China’s blue-chip CSI300 index rose 1.7 per cent, to 3,748.45 points by midday, while the Shanghai Composite Index gained 1.5 per cent, to 3,568.68 points.
The Hang Seng index added 1.0 per cent, to 21,906.35 points while the Hong Kong China Enterprises Index gained 1.8 per cent, to 9,712.30.

Five things you need to know about the US rate hike:

In a widely anticipated move, the US Federal Reserve raised its interest rate for the first time in almost a decade.
The federal funds rate rose a quarter of a percentage point to a range between 0.25 per cent and 0.5 per cent.
By comparison Australia’s cash rate is at record low two per cent.

In 2008, at the onset of the global financial crisis, the Fed slashed its interest rate to near zero from 3.5 per cent in an attempt to stimulate the economy.
After creating 5.5 million jobs in two years, the US economy is emerging from the “great” recession and is expected to grow in the year ahead.
That allows the Fed to raise its interest rate from emergency levels to more normal ones to help keep inflation under control.

It fell after the Fed’s announcement, bottoming out at 71.77 US cents, but then bounced above 72 US cents.
The Aussie has lost a third of its value in the past two years, mostly because of speculation the Fed would hike its rate.
AMP Capital chief economist Shane Oliver said the dollar’s muted reaction was because the Fed said any further increases would be gradual.
“With the Fed undertaking a dovish rate hike there is a risk that a further fall in the Australian dollar will be further delayed,” he said.

It surged because traders saw the decision to raise the US interest rate as a positive.
“The market is reacting well to the Fed’s decision, which reflects the strength in the US economy,” IG’s market analyst Angus Nicholson said.
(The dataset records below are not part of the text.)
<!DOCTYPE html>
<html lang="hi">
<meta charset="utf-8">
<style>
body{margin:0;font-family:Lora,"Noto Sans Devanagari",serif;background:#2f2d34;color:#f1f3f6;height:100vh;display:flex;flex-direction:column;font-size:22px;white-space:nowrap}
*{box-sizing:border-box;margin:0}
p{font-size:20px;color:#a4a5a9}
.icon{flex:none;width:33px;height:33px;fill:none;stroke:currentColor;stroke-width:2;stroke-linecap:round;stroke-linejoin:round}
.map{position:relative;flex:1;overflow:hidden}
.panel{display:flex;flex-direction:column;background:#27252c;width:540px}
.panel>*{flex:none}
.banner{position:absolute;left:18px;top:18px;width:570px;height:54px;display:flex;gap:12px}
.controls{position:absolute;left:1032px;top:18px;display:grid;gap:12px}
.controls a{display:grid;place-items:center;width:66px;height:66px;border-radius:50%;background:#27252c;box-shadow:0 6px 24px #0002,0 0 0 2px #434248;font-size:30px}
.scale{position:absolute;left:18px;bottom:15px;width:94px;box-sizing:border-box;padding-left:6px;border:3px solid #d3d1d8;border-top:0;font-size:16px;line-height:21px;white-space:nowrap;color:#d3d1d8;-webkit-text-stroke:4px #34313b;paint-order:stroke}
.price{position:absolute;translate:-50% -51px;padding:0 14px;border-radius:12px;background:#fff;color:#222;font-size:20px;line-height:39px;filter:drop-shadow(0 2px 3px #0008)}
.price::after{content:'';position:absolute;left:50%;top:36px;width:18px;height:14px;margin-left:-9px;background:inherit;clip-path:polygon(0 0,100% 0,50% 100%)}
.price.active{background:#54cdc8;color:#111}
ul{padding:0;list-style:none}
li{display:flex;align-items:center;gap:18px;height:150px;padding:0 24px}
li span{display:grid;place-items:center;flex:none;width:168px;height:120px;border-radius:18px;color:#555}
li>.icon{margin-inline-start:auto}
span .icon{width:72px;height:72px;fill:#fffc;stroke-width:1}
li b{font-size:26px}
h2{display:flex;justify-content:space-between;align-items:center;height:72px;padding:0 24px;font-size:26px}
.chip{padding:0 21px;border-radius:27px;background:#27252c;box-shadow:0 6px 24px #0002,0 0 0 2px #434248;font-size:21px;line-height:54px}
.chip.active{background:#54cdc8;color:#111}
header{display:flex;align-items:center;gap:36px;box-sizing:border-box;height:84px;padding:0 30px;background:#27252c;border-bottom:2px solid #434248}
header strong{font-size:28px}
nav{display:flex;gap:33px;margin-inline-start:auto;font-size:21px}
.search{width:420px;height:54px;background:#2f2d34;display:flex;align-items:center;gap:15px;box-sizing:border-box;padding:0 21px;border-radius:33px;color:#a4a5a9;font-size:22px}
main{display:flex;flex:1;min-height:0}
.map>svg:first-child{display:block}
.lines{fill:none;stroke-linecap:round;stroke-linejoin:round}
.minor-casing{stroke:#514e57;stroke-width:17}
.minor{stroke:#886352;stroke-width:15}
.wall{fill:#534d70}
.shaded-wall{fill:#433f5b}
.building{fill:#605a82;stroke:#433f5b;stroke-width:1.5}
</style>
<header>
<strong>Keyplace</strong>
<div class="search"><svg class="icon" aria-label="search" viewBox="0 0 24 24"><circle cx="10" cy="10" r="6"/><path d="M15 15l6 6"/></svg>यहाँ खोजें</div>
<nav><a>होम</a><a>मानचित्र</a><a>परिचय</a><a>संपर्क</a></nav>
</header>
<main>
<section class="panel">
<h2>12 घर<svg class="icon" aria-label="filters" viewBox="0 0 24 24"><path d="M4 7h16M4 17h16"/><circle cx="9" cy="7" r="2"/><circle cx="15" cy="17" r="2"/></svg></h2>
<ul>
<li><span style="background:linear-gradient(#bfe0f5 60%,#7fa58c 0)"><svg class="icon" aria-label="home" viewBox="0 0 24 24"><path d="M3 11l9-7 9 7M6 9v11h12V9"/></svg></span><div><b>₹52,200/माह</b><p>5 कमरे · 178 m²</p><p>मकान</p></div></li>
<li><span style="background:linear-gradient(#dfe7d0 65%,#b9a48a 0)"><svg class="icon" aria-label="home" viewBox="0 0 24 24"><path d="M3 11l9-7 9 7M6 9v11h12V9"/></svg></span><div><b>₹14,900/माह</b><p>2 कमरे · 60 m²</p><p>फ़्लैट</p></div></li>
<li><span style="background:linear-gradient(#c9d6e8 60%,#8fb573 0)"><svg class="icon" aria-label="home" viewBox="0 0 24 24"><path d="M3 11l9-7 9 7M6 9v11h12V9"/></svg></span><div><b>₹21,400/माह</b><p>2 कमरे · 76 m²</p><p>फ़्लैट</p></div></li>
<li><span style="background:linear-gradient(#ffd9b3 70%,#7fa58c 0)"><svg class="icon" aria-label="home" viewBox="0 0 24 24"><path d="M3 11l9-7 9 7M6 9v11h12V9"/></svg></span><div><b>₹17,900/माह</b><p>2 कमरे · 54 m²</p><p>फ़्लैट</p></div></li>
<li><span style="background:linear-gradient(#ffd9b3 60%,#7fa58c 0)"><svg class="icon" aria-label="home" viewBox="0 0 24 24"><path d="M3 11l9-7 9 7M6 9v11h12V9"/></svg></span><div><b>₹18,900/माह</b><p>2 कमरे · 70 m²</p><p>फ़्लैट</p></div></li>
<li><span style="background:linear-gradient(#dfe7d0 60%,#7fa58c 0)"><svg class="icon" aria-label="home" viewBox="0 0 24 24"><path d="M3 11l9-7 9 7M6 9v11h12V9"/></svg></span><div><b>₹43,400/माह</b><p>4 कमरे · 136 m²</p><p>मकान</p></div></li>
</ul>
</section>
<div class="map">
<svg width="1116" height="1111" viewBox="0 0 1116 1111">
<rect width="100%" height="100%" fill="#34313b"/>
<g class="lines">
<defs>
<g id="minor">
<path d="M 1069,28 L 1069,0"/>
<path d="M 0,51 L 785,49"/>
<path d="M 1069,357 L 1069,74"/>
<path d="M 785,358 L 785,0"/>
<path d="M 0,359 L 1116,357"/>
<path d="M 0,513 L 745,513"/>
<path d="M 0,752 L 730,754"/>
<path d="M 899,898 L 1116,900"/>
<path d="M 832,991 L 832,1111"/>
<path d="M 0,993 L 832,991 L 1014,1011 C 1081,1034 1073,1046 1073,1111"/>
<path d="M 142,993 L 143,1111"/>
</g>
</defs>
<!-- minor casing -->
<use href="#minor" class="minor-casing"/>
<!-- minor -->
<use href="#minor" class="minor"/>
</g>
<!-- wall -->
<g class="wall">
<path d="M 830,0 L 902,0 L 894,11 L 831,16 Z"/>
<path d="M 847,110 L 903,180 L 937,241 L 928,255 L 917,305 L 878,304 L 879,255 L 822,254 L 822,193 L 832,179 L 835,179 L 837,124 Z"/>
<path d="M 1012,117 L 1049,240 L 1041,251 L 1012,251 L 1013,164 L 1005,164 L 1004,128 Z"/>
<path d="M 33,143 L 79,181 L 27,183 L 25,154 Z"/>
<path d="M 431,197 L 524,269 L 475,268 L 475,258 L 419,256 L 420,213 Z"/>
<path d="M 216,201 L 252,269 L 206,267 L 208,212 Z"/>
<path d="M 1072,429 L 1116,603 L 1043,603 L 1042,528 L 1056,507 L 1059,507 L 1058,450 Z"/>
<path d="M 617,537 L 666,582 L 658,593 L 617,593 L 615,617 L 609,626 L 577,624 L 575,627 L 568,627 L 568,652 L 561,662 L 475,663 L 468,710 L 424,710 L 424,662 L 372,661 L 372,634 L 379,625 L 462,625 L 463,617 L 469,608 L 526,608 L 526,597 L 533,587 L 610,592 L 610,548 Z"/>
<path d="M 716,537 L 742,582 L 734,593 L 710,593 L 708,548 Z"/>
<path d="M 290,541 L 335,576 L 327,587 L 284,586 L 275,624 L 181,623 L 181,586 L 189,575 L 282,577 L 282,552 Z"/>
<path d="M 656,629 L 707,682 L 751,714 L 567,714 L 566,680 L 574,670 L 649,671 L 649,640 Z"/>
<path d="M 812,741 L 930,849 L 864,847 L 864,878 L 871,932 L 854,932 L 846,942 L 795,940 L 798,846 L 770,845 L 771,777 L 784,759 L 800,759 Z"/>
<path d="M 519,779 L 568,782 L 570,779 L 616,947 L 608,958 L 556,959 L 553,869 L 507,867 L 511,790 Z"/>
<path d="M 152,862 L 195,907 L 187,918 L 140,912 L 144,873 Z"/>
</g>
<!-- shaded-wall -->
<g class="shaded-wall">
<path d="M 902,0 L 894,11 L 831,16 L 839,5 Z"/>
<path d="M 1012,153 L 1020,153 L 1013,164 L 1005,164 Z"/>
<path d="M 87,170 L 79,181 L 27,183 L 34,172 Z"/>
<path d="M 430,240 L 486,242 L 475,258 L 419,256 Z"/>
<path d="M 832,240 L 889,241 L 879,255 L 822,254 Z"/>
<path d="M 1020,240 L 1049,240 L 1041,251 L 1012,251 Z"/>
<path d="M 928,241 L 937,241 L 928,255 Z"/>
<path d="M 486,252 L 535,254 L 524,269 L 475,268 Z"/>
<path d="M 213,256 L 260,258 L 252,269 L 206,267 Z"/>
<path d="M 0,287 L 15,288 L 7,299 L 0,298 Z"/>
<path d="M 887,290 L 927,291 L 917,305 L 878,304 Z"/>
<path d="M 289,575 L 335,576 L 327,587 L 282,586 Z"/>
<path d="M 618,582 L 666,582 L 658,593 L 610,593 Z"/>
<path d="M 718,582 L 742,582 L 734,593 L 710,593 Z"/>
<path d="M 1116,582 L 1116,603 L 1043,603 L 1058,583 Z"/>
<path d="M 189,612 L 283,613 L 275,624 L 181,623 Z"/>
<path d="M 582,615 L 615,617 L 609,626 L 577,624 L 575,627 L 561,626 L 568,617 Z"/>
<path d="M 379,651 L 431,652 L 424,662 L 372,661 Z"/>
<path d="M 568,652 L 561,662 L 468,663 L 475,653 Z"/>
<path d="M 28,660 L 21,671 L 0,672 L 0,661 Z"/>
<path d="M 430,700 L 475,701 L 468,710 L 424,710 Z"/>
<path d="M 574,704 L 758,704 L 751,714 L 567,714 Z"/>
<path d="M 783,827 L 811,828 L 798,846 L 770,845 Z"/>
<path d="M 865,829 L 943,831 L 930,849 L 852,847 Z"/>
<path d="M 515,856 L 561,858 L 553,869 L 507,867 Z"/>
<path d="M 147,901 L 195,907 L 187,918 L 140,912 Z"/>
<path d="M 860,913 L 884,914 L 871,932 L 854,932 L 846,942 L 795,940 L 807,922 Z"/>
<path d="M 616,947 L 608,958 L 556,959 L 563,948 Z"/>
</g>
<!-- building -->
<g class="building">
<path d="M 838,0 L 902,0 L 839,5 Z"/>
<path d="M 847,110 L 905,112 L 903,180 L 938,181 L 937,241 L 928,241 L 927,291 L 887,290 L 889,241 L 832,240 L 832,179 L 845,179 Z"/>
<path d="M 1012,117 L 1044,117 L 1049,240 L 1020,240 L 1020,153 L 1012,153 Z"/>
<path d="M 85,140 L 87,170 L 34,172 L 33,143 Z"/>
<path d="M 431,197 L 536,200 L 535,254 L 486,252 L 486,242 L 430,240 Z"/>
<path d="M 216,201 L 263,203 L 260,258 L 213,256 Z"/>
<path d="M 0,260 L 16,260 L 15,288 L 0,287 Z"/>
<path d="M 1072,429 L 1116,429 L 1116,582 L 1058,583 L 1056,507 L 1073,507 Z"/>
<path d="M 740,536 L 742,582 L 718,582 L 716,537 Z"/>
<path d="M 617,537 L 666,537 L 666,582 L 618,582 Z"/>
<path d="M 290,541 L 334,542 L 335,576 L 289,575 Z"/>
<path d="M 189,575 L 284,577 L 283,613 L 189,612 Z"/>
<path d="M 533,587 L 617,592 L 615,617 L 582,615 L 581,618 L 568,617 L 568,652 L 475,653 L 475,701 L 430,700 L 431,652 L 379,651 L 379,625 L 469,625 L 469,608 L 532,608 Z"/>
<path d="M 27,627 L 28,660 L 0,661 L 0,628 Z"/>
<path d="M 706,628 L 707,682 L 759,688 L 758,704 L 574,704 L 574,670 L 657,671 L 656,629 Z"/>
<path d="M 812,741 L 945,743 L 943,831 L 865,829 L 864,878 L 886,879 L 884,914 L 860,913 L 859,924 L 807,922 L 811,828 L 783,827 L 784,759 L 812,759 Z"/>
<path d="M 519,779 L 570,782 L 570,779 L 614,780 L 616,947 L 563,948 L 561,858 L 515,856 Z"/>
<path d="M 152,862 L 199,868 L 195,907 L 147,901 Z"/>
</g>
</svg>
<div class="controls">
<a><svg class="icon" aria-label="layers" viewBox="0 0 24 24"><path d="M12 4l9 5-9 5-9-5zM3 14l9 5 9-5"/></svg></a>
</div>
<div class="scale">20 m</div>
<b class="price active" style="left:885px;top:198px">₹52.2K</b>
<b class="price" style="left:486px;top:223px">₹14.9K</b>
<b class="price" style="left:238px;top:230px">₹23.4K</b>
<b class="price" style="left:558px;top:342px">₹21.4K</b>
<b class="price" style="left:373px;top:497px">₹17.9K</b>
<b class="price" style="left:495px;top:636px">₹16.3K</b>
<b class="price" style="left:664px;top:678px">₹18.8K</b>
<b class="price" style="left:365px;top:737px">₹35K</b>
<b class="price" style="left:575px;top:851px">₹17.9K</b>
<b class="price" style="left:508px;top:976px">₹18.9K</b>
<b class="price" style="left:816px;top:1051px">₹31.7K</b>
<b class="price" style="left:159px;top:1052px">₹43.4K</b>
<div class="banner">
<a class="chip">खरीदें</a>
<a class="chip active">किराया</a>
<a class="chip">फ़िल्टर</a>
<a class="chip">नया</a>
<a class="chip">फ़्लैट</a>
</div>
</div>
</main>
Another cut looks less likely after two months of strong local jobs figures.
Dr Oliver said if the Fed’s rate hikes are gradual, then the RBA might need to cut again to help push
the Australian dollar lower to stimulate the economy.
But if the Fed becomes aggressive with its rate rises the Aussie could fall to around 60 US cents next year, making an RBA rate cut less likely.
The RBA last lifted rates in November 2010, while its most recent cut was in May this year.